Mario marcó el tiempo con calma y con mucho swing comenzó a tocar “La Gruta Blues”, el tema musical que ya todos los del ambiente conocían. Enseguida se le sumaron Pepe el Loco en la batería  y Julio César Fonseca al contrabajo, dos pintorescos personajes de aquella noche de que hablaban César Portillo y Cabrera Infante. Al final de los 24 compases del tema, le dejaron el primer solo al saxofonista, y con excepción de las grabaciones de Gerry Mulligan y Serge Chaloff que mi padre tenía en casa, aquella era la primera vez que escuchaba un barítono tocar todas aquellas angulares líneas de Be Bop en vivo.
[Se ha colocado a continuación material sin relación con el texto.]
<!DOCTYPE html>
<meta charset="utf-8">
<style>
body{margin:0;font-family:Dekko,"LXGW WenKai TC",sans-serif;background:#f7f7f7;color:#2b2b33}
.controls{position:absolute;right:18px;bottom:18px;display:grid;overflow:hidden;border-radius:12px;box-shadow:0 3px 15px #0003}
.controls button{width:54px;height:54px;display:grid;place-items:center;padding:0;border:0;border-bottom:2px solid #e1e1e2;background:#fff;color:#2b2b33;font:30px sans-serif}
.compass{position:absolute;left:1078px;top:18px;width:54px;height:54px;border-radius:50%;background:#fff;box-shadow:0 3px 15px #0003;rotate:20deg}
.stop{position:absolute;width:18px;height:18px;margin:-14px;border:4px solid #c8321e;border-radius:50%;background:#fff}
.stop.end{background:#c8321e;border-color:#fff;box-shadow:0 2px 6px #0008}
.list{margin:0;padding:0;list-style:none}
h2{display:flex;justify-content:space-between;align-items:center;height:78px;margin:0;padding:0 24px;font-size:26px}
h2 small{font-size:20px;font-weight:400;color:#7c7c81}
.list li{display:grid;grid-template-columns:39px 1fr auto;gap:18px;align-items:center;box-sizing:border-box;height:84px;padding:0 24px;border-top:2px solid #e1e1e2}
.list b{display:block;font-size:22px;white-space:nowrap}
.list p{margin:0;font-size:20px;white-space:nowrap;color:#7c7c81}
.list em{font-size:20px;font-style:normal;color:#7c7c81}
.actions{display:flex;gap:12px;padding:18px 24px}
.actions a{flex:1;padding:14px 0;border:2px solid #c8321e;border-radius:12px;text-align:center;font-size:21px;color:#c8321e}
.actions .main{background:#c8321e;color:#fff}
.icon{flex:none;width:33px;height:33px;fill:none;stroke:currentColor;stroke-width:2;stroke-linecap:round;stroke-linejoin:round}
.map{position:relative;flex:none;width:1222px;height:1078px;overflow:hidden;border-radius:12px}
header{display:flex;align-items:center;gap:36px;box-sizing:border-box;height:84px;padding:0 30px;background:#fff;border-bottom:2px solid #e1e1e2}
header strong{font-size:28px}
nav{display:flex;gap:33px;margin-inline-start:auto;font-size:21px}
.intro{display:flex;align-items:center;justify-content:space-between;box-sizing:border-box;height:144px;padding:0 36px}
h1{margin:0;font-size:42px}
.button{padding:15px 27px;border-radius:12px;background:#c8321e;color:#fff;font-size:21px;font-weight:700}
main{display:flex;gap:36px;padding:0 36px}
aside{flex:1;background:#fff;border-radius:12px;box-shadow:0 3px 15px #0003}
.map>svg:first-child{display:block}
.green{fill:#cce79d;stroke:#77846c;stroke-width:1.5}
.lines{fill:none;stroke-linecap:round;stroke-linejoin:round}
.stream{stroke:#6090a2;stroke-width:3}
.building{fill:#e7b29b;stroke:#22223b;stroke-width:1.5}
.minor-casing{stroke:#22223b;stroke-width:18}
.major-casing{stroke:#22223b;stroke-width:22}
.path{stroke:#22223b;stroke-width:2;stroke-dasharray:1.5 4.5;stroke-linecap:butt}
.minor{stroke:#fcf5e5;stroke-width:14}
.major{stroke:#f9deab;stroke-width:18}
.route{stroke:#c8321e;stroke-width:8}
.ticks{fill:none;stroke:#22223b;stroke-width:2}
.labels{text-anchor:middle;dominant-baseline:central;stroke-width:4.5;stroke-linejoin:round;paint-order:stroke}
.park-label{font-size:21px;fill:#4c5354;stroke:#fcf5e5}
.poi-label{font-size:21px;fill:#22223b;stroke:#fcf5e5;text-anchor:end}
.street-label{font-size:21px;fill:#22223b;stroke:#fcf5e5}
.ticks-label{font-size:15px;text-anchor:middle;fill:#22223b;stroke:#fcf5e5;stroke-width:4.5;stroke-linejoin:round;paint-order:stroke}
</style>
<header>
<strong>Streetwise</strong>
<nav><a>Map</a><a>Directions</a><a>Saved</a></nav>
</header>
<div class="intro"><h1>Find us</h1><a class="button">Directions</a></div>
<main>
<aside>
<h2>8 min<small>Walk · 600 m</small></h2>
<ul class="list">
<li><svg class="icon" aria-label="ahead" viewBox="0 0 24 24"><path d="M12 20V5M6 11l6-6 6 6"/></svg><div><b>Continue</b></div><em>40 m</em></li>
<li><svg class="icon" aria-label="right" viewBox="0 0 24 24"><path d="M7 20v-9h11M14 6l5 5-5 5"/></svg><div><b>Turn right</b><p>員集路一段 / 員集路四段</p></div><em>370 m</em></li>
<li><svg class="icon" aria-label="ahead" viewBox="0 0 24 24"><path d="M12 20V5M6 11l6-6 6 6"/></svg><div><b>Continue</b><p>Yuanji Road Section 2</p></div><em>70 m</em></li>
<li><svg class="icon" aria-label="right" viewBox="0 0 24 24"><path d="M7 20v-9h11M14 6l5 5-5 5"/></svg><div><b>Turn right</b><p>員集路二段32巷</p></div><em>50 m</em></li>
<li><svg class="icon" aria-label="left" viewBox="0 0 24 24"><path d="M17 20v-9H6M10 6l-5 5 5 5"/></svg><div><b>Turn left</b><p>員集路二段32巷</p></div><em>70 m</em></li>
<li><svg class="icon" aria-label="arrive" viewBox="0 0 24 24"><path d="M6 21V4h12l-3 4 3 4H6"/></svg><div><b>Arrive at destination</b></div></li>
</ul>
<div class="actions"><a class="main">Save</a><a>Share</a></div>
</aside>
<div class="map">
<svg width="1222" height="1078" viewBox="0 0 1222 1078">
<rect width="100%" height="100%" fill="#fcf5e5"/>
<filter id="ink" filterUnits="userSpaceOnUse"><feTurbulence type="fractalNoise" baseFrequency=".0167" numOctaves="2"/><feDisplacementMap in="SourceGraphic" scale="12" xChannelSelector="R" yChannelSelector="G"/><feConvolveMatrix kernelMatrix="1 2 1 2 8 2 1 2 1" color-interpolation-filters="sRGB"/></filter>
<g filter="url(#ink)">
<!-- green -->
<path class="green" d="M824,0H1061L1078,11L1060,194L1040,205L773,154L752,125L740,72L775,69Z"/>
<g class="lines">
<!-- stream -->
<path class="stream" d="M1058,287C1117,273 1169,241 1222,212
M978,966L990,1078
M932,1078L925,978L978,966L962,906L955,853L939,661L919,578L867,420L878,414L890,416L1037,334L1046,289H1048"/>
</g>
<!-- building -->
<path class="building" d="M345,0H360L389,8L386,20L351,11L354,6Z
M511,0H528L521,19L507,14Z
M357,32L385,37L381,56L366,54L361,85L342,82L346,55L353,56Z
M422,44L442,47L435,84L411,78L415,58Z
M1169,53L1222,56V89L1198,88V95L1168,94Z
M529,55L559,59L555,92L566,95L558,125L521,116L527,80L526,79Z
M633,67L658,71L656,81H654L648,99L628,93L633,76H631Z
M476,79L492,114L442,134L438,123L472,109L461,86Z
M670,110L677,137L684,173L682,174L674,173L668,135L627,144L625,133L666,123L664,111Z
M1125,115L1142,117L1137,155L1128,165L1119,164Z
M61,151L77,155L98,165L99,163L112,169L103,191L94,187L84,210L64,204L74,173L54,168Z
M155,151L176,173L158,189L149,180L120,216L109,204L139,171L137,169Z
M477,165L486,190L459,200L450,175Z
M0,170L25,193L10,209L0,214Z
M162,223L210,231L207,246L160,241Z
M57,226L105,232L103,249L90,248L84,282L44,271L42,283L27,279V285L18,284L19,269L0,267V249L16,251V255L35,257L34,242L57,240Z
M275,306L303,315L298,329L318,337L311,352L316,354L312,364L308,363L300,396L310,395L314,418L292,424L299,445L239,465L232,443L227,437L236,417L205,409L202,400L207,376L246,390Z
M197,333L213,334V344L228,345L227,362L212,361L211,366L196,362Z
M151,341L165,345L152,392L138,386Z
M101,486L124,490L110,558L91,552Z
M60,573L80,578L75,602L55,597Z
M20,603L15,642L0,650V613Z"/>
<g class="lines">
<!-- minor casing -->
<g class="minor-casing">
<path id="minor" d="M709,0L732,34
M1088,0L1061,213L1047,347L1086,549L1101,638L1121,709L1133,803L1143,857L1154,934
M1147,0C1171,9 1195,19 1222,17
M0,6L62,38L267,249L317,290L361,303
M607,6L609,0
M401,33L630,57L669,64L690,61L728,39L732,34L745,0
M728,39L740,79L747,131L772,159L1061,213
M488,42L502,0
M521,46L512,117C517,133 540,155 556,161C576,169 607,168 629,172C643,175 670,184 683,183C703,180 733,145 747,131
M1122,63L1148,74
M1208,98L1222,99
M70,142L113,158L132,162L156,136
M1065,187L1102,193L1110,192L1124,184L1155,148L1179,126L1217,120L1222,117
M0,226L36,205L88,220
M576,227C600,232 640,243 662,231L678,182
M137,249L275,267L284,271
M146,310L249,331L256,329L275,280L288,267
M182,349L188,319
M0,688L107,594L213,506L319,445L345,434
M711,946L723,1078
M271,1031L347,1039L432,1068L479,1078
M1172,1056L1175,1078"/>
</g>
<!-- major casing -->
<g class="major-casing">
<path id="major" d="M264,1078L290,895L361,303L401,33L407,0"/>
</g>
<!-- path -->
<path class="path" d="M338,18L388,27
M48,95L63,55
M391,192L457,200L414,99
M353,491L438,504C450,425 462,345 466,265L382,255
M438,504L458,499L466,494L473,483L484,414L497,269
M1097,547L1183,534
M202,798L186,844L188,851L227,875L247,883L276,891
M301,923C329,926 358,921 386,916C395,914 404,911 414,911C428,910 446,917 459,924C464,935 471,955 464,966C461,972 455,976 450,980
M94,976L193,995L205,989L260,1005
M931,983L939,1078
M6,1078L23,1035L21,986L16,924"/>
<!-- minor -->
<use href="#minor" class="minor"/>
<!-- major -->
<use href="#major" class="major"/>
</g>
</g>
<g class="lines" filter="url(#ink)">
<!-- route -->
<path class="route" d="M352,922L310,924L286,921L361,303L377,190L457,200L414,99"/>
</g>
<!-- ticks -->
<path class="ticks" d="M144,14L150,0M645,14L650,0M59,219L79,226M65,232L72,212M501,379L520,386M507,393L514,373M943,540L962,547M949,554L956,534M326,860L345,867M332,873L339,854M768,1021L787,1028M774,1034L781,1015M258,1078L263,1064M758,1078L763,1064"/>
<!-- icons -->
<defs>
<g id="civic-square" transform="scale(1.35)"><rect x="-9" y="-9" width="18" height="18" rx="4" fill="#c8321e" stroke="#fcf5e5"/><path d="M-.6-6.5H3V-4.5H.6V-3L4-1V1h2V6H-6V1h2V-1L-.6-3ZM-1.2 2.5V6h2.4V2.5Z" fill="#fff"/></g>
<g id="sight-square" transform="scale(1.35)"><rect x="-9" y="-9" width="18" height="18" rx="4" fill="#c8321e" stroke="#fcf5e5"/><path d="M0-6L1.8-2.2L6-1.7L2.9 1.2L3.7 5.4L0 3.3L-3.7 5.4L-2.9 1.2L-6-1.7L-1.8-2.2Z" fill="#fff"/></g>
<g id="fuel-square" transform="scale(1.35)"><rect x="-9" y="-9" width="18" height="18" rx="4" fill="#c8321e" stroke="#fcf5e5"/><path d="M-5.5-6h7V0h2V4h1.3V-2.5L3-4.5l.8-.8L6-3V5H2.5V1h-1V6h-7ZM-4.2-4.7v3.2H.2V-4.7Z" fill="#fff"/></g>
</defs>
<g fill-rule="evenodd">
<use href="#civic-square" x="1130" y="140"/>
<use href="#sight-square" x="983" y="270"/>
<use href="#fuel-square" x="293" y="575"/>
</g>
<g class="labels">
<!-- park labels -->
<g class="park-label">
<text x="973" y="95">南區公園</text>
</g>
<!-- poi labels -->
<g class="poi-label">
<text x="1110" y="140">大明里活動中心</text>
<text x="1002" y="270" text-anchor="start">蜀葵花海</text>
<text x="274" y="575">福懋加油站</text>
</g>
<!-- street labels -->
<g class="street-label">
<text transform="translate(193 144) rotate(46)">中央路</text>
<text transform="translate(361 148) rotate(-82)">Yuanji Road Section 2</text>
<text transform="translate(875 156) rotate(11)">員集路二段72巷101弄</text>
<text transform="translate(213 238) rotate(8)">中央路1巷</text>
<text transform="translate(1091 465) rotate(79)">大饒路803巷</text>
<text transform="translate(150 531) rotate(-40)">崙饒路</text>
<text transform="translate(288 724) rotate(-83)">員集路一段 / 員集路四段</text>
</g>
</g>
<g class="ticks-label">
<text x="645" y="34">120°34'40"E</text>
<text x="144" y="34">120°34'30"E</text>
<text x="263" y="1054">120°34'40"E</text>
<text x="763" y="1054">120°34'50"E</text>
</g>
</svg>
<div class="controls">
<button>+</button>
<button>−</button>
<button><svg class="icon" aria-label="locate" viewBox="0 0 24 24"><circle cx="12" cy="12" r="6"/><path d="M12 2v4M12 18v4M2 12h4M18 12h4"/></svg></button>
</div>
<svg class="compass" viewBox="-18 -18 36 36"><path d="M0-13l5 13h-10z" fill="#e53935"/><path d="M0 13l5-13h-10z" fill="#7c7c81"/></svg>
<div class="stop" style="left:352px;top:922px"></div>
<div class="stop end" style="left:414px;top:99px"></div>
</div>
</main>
Yo era casi un niño y desde entonces me quedé fascinado con el lenguaje musical de aquel tipo flaco con el enorme saxofón brilloso, que no era otro que Leonardo Acosta.

Al terminar la tanda fuimos todos a felicitarlo, y fue aquel el comienzo de una amistad que duró hasta hoy, que se nos marchó para siempre uno de los pocos músicos que junto a Camille Saint Säens, Artie Shaw y Nicolas Slonimsky poseía además la habilidad de comunicarse magistralmente a través de la palabra escrita. Por eso siempre pensé que nadie como Leonardo Acosta para narrar este siglo de Jazz en Cuba, un libro que disfruté casi tanto como su solo de barítono aquella cálida, lejana e inolvidable noche habanera  en La Gruta club.